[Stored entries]
******************************

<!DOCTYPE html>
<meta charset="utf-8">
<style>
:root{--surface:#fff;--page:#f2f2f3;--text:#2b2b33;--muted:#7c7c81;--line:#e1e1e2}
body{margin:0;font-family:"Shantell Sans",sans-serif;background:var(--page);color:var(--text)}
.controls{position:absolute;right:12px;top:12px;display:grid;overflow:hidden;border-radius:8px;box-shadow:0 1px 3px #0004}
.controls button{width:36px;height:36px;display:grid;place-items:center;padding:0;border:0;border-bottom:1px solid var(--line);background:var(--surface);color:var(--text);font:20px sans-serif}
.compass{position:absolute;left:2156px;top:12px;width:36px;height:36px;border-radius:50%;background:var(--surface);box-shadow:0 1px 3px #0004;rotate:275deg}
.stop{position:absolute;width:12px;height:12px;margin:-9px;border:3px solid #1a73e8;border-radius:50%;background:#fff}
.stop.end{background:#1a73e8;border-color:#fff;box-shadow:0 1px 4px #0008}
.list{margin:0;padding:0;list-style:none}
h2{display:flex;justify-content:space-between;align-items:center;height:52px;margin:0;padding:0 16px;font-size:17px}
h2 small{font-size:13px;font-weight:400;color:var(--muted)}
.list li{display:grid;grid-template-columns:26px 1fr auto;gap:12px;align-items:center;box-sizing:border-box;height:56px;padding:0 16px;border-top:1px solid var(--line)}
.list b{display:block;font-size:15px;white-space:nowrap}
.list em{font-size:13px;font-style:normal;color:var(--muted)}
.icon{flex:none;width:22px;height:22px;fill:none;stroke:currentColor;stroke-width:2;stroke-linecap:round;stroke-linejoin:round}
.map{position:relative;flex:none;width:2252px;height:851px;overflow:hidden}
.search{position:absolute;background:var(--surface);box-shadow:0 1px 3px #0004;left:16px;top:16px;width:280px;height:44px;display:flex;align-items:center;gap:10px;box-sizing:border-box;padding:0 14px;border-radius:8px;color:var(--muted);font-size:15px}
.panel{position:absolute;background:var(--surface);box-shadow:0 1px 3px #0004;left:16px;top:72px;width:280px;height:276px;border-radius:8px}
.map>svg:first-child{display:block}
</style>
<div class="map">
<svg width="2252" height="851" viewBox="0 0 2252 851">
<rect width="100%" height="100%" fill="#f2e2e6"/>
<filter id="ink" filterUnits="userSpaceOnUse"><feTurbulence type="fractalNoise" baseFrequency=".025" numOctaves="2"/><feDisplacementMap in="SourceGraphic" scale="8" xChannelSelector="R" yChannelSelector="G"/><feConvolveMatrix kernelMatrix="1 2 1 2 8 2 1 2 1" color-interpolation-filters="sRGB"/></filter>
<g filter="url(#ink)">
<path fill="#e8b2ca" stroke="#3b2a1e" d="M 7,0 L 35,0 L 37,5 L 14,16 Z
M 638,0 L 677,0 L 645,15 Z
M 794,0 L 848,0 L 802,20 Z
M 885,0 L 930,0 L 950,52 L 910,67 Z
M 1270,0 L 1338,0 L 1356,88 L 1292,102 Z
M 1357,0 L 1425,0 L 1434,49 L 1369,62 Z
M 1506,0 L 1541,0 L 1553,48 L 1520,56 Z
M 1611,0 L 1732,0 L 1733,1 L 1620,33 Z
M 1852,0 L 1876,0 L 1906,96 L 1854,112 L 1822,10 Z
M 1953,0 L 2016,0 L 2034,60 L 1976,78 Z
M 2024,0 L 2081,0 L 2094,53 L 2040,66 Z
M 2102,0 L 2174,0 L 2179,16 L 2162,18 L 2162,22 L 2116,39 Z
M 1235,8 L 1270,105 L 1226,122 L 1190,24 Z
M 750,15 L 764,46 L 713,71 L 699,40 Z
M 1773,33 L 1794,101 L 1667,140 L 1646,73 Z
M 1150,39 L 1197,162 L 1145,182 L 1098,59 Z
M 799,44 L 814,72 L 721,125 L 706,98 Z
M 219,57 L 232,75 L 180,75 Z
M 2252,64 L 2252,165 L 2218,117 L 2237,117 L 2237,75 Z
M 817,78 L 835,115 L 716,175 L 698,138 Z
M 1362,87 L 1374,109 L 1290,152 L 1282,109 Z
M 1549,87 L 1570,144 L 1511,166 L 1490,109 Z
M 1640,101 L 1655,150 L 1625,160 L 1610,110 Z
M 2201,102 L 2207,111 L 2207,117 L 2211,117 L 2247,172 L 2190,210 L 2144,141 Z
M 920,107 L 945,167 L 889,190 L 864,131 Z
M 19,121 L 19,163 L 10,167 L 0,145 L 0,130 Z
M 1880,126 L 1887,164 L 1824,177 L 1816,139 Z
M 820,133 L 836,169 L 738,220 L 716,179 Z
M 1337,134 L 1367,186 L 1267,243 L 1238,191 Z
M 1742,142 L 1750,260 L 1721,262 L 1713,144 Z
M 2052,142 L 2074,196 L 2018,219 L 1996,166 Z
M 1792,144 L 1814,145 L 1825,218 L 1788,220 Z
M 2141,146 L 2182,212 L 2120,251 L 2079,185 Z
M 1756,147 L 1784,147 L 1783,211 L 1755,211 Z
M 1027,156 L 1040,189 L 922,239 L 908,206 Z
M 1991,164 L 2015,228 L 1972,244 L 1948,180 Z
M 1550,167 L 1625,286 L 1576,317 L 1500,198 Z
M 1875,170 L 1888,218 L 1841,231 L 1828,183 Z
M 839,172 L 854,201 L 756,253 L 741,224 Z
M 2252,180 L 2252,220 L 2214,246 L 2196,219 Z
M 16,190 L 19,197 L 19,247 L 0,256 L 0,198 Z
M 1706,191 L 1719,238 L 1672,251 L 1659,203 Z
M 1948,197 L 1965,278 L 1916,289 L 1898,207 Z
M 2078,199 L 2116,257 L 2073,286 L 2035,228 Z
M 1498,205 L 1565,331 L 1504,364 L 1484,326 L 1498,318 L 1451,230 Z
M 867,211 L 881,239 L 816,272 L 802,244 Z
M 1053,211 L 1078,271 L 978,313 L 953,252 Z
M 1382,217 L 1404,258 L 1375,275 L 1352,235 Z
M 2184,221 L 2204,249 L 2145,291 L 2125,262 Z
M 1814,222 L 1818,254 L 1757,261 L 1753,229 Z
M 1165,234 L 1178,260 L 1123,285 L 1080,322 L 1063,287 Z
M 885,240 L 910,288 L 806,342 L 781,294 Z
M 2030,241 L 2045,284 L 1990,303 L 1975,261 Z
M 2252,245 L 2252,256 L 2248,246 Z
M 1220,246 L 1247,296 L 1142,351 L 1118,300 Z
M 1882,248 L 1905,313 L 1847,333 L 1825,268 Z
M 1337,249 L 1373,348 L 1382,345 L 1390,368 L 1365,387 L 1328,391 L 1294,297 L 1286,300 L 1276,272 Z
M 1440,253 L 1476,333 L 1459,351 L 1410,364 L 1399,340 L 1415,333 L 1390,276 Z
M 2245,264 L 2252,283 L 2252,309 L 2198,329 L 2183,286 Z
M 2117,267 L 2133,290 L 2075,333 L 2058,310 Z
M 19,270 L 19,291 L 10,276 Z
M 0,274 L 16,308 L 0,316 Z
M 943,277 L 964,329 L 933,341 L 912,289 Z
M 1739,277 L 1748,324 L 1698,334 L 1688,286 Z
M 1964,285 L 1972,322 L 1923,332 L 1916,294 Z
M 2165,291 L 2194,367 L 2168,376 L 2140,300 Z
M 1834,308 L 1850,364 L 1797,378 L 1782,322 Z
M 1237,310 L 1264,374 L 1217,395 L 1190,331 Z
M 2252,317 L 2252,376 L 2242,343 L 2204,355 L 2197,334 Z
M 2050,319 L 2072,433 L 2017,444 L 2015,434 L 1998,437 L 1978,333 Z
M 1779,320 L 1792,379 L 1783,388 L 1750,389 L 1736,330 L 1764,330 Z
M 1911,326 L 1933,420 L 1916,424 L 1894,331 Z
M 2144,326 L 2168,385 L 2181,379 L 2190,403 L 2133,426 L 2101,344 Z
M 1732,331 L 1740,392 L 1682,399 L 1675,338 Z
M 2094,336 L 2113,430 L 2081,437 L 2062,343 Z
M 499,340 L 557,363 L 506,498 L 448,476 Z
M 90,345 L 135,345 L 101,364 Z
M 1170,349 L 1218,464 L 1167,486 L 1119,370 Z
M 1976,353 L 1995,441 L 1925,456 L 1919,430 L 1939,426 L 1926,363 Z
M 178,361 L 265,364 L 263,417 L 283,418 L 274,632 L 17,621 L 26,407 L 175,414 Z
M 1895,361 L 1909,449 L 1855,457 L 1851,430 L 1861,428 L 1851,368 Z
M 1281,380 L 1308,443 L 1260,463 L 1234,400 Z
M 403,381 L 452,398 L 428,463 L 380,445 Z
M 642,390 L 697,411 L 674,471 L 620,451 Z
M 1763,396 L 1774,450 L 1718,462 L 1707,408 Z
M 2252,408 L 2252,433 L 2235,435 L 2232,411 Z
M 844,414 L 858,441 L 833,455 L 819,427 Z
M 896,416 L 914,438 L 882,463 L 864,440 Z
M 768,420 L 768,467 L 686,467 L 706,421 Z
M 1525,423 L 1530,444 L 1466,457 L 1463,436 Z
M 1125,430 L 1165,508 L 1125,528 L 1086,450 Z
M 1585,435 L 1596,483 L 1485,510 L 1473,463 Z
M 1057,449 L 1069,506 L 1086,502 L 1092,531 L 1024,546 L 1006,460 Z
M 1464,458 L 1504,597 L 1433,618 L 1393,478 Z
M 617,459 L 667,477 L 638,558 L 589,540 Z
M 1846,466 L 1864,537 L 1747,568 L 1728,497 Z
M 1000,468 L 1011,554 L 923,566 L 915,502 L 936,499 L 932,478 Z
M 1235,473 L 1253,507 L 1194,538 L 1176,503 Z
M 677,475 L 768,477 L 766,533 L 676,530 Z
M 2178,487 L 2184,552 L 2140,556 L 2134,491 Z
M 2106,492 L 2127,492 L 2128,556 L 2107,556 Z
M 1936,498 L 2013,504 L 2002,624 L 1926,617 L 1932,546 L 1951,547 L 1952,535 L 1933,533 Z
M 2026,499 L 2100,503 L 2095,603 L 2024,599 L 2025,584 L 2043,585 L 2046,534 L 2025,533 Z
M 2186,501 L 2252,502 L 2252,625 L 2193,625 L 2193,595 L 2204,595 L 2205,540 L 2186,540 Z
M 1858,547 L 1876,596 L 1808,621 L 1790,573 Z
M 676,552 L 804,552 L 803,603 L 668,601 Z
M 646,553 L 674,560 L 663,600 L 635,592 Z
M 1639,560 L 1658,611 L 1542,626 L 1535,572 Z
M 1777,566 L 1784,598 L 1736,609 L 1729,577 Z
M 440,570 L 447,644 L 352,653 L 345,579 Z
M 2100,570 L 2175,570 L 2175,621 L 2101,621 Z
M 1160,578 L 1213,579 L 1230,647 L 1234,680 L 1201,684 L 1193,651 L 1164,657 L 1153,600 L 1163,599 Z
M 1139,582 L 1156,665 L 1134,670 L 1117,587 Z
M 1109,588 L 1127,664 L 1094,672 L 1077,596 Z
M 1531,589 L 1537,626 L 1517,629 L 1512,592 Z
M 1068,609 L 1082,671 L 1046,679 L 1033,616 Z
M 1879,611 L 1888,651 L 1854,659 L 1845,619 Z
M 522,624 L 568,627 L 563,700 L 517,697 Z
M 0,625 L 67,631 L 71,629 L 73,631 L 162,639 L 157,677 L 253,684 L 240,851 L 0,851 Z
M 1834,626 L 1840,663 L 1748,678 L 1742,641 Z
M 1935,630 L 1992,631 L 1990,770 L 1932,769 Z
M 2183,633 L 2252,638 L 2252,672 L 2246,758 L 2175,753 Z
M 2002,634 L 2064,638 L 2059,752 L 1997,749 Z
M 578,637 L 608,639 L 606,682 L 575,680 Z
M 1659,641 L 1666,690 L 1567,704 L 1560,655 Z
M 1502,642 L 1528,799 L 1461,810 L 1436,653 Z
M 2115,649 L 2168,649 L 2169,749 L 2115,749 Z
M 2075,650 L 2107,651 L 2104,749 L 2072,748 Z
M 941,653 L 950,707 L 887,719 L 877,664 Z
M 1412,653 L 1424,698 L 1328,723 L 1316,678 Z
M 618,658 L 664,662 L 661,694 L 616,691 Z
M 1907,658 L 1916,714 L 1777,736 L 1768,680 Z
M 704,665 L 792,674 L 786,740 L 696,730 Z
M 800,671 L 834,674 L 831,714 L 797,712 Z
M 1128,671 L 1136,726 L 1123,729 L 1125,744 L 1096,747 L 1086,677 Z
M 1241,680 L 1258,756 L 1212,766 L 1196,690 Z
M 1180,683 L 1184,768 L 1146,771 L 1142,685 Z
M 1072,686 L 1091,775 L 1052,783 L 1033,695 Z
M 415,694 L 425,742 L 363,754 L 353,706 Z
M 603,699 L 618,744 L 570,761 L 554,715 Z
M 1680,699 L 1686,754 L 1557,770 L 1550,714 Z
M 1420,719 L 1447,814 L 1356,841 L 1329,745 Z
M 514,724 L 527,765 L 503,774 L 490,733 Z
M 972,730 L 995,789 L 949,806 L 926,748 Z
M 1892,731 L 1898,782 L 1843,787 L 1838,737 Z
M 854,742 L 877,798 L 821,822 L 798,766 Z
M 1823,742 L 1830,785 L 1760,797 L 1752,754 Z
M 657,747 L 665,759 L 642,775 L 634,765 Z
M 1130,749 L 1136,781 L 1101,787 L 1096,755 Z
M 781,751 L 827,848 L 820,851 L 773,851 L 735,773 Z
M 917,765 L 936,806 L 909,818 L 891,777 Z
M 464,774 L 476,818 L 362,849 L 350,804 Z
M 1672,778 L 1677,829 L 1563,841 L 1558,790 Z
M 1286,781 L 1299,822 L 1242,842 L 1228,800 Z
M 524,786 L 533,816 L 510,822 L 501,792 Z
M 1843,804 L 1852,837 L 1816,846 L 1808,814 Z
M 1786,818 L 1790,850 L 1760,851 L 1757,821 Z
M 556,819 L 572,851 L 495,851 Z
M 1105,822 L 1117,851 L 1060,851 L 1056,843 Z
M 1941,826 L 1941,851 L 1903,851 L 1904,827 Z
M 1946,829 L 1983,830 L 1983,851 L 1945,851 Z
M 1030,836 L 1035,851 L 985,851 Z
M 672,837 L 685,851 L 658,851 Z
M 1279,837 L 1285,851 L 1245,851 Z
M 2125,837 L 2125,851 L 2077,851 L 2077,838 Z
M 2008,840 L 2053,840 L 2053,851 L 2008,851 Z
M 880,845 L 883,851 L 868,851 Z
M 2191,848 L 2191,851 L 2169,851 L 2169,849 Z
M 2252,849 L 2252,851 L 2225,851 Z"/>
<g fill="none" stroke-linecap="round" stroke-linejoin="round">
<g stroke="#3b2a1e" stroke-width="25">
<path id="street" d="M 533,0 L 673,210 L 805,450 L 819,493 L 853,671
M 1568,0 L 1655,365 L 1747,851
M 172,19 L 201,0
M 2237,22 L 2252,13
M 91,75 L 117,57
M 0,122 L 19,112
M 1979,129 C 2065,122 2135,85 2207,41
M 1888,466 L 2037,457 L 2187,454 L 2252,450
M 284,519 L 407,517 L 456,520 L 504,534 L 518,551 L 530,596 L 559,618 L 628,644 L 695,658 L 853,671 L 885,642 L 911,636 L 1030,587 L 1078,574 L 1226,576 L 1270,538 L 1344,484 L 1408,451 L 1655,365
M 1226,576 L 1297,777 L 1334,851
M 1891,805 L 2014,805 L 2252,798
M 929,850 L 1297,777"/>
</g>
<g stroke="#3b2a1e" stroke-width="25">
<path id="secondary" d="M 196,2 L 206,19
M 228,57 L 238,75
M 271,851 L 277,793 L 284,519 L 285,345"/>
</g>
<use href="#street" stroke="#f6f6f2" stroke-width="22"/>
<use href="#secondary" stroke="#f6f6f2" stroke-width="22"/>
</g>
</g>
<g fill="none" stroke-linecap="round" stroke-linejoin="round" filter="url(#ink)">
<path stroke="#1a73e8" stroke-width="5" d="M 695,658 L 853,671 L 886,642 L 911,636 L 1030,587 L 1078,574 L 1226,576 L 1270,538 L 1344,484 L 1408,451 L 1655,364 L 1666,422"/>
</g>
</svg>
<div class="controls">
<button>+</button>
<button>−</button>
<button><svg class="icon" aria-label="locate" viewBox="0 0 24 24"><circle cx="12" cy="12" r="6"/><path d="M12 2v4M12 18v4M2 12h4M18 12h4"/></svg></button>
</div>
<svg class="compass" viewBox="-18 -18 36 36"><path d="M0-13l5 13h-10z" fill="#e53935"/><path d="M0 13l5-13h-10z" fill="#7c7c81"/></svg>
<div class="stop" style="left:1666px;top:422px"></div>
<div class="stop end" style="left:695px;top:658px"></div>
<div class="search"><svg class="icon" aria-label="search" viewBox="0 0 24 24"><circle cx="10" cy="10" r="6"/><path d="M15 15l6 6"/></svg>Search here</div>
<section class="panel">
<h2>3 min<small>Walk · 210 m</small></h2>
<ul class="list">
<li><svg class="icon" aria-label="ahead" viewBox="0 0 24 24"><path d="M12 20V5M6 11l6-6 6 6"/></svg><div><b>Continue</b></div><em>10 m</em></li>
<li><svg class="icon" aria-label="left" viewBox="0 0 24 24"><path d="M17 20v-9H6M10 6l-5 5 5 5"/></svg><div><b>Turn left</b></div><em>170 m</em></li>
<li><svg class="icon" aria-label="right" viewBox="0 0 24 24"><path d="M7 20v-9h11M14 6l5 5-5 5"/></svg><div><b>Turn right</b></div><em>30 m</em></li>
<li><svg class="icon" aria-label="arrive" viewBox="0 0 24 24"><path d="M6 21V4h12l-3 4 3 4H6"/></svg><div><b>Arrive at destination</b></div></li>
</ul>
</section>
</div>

******************************

Your answer must be the lines above from the one containing "M 750,15 L 764,46 L 713,71 L 699,40 Z" to the one containing "M 1440,253 L", both included, restated word for word.

M 750,15 L 764,46 L 713,71 L 699,40 Z
M 1773,33 L 1794,101 L 1667,140 L 1646,73 Z
M 1150,39 L 1197,162 L 1145,182 L 1098,59 Z
M 799,44 L 814,72 L 721,125 L 706,98 Z
M 219,57 L 232,75 L 180,75 Z
M 2252,64 L 2252,165 L 2218,117 L 2237,117 L 2237,75 Z
M 817,78 L 835,115 L 716,175 L 698,138 Z
M 1362,87 L 1374,109 L 1290,152 L 1282,109 Z
M 1549,87 L 1570,144 L 1511,166 L 1490,109 Z
M 1640,101 L 1655,150 L 1625,160 L 1610,110 Z
M 2201,102 L 2207,111 L 2207,117 L 2211,117 L 2247,172 L 2190,210 L 2144,141 Z
M 920,107 L 945,167 L 889,190 L 864,131 Z
M 19,121 L 19,163 L 10,167 L 0,145 L 0,130 Z
M 1880,126 L 1887,164 L 1824,177 L 1816,139 Z
M 820,133 L 836,169 L 738,220 L 716,179 Z
M 1337,134 L 1367,186 L 1267,243 L 1238,191 Z
M 1742,142 L 1750,260 L 1721,262 L 1713,144 Z
M 2052,142 L 2074,196 L 2018,219 L 1996,166 Z
M 1792,144 L 1814,145 L 1825,218 L 1788,220 Z
M 2141,146 L 2182,212 L 2120,251 L 2079,185 Z
M 1756,147 L 1784,147 L 1783,211 L 1755,211 Z
M 1027,156 L 1040,189 L 922,239 L 908,206 Z
M 1991,164 L 2015,228 L 1972,244 L 1948,180 Z
M 1550,167 L 1625,286 L 1576,317 L 1500,198 Z
M 1875,170 L 1888,218 L 1841,231 L 1828,183 Z
M 839,172 L 854,201 L 756,253 L 741,224 Z
M 2252,180 L 2252,220 L 2214,246 L 2196,219 Z
M 16,190 L 19,197 L 19,247 L 0,256 L 0,198 Z
M 1706,191 L 1719,238 L 1672,251 L 1659,203 Z
M 1948,197 L 1965,278 L 1916,289 L 1898,207 Z
M 2078,199 L 2116,257 L 2073,286 L 2035,228 Z
M 1498,205 L 1565,331 L 1504,364 L 1484,326 L 1498,318 L 1451,230 Z
M 867,211 L 881,239 L 816,272 L 802,244 Z
M 1053,211 L 1078,271 L 978,313 L 953,252 Z
M 1382,217 L 1404,258 L 1375,275 L 1352,235 Z
M 2184,221 L 2204,249 L 2145,291 L 2125,262 Z
M 1814,222 L 1818,254 L 1757,261 L 1753,229 Z
M 1165,234 L 1178,260 L 1123,285 L 1080,322 L 1063,287 Z
M 885,240 L 910,288 L 806,342 L 781,294 Z
M 2030,241 L 2045,284 L 1990,303 L 1975,261 Z
M 2252,245 L 2252,256 L 2248,246 Z
M 1220,246 L 1247,296 L 1142,351 L 1118,300 Z
M 1882,248 L 1905,313 L 1847,333 L 1825,268 Z
M 1337,249 L 1373,348 L 1382,345 L 1390,368 L 1365,387 L 1328,391 L 1294,297 L 1286,300 L 1276,272 Z
M 1440,253 L 1476,333 L 1459,351 L 1410,364 L 1399,340 L 1415,333 L 1390,276 Z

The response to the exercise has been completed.